XML external entity injection¶
XML parsers can be configured to resolve external entity references: references that fetch content from a URI (file path, HTTP URL, or other scheme) and include it in the parsed document. When an application processes attacker-controlled XML, that feature becomes an arbitrary file read, an SSRF vector, and in some configurations a denial-of-service primitive. The XXE attack techniques page covers the exploitation side.
The payload structure is:
<?xml version="1.0"?>
<!DOCTYPE foo [
<!ENTITY xxe SYSTEM "file:///etc/passwd">
]>
<root>&xxe;</root>
If the parser resolves &xxe;, the response includes the contents of /etc/passwd.
Python: defusedxml and lxml¶
The defusedxml library wraps the standard library parsers and disables external entity processing and DTD loading by default:
import defusedxml.ElementTree as ET
# safe: external entities and DTDs are disabled
tree = ET.parse(xml_input)
Using defusedxml as a drop-in replacement for xml.etree.ElementTree requires no other change. The standard library parsers (xml.etree.ElementTree, xml.sax, xml.dom.minidom) are safe against XXE in CPython as of Python 3.8 (the expat library used internally ignores external entities by default), but the safety is an implementation detail, not an API guarantee. Explicit use of defusedxml removes the dependency on that detail.
For lxml, external entities are controlled via parser options:
from lxml import etree
# safe: no network access, no external DTDs
parser = etree.XMLParser(
resolve_entities=False,
no_network=True,
load_dtd=False,
)
tree = etree.parse(xml_input, parser)
The default lxml parser does not resolve external entities in most builds, but passing the parser explicitly makes the configuration self-documenting.
Node.js¶
The fast-xml-parser library does not support external entities at all by default. The older xml2js library is also safe against XXE in its standard configuration. If using a parser that requires explicit configuration:
const { XMLParser } = require("fast-xml-parser");
const parser = new XMLParser({
allowBooleanAttributes: true,
// fast-xml-parser does not support DTD entities; no additional config needed
});
const result = parser.parse(xmlString);
If the application uses libxmljs or a native binding that exposes entity resolution, check whether the library supports disabling DTD processing and do so explicitly.
Java¶
The Java DocumentBuilderFactory resolves external entities by default.
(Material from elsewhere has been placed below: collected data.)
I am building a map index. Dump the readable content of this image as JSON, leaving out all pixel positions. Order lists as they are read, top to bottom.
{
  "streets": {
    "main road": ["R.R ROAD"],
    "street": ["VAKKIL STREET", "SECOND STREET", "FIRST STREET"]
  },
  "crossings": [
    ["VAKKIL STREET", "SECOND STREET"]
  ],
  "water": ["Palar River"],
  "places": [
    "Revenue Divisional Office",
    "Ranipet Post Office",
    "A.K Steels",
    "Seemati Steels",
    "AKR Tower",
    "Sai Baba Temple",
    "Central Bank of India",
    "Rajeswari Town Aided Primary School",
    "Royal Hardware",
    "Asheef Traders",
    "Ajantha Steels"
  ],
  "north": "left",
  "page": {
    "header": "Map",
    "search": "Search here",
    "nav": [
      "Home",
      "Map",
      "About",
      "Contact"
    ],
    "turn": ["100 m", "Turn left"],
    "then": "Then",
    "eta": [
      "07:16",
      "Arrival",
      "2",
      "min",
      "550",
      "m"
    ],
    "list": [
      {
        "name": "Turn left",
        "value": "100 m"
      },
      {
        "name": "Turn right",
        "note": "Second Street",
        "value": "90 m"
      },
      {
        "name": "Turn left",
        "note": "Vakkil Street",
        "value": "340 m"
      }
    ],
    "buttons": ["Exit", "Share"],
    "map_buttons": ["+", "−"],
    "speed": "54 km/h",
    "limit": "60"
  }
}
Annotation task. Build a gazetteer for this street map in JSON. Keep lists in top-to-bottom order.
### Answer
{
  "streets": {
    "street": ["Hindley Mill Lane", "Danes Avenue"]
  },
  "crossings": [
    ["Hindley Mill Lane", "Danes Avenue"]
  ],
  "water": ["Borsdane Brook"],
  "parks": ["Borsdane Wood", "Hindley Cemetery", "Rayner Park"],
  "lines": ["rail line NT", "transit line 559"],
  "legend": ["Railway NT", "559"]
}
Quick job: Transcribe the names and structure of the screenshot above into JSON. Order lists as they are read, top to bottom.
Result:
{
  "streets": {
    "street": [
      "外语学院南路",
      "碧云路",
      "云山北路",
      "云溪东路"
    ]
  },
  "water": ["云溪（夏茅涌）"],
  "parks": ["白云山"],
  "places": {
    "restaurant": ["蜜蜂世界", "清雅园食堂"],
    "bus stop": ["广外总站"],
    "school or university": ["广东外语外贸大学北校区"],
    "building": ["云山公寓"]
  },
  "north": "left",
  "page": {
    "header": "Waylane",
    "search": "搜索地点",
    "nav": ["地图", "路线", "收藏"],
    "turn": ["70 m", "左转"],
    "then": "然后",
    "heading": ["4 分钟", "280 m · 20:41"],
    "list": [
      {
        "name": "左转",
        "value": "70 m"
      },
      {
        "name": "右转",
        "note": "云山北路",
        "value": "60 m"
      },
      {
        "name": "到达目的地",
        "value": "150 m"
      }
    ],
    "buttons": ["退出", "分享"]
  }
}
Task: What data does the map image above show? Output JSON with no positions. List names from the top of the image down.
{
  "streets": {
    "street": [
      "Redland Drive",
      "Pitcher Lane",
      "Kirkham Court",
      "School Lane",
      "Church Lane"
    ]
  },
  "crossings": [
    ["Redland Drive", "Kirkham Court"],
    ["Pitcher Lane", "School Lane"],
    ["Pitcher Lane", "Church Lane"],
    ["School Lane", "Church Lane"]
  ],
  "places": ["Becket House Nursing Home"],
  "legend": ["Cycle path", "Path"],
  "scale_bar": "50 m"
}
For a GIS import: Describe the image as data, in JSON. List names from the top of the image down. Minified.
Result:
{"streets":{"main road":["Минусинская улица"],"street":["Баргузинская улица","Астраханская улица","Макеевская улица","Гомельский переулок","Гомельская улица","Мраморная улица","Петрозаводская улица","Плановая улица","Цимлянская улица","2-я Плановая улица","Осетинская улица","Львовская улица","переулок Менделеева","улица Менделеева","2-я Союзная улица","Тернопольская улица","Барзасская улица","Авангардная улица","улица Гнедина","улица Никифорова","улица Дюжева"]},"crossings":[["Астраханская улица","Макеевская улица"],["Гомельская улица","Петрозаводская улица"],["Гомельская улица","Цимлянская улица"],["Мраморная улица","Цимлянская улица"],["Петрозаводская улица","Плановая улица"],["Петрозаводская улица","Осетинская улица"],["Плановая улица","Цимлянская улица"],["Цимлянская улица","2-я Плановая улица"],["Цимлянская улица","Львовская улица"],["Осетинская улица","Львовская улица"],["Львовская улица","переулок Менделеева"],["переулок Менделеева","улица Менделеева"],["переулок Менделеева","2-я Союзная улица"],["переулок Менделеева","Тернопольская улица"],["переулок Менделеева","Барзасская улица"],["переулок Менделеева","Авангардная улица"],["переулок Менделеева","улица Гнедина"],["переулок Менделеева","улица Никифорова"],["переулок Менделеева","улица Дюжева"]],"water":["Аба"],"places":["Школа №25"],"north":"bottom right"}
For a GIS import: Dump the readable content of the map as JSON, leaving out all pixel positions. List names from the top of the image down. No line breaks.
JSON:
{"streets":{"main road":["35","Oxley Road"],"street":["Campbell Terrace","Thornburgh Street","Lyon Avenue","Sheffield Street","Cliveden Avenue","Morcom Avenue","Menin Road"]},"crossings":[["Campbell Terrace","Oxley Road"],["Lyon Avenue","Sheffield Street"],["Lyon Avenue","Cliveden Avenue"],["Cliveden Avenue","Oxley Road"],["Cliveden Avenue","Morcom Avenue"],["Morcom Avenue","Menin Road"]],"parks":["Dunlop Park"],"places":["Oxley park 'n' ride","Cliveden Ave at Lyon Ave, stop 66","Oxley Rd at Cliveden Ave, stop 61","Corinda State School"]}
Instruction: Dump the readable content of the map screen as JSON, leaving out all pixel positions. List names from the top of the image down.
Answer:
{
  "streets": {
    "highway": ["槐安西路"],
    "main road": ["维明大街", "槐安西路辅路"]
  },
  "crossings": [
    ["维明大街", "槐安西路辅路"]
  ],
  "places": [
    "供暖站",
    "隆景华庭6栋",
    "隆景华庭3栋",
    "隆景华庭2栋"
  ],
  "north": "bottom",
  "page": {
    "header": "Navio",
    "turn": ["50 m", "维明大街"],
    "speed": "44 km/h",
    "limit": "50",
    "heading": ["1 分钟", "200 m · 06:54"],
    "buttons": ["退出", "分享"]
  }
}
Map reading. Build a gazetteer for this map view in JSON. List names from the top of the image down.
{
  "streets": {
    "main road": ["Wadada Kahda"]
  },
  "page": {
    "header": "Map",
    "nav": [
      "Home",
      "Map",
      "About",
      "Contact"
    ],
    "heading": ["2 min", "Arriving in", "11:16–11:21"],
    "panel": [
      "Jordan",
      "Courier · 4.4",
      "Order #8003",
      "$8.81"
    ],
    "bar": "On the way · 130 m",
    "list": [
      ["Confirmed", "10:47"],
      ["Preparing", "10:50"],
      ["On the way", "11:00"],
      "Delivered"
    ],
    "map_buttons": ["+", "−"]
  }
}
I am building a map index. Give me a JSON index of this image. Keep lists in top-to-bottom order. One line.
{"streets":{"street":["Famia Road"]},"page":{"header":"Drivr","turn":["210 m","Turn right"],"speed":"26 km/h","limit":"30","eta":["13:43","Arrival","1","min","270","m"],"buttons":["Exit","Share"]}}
Disabling requires explicit configuration:
DocumentBuilderFactory dbf = DocumentBuilderFactory.newInstance();
dbf.setFeature("http://apache.org/xml/features/disallow-doctype-decl", true);
dbf.setFeature("http://xml.org/sax/features/external-general-entities", false);
dbf.setFeature("http://xml.org/sax/features/external-parameter-entities", false);
dbf.setXIncludeAware(false);
dbf.setExpandEntityReferences(false);
DocumentBuilder db = dbf.newDocumentBuilder();
The OWASP XXE Prevention Cheat Sheet maintains current recommendations for each Java XML parser.
Eliminating the XML surface¶
If the application receives data in XML because the client or upstream service sends it, and the format is otherwise arbitrary, JSON is the safer choice. JSON has no concept of external entities or DTDs; switching to JSON removes the XXE surface entirely.
Where XML is required (SOAP, some document formats), restricting the allowed document structure to a known schema (XSD validation after safe parsing) catches unexpectedly structured documents without relying solely on parser configuration.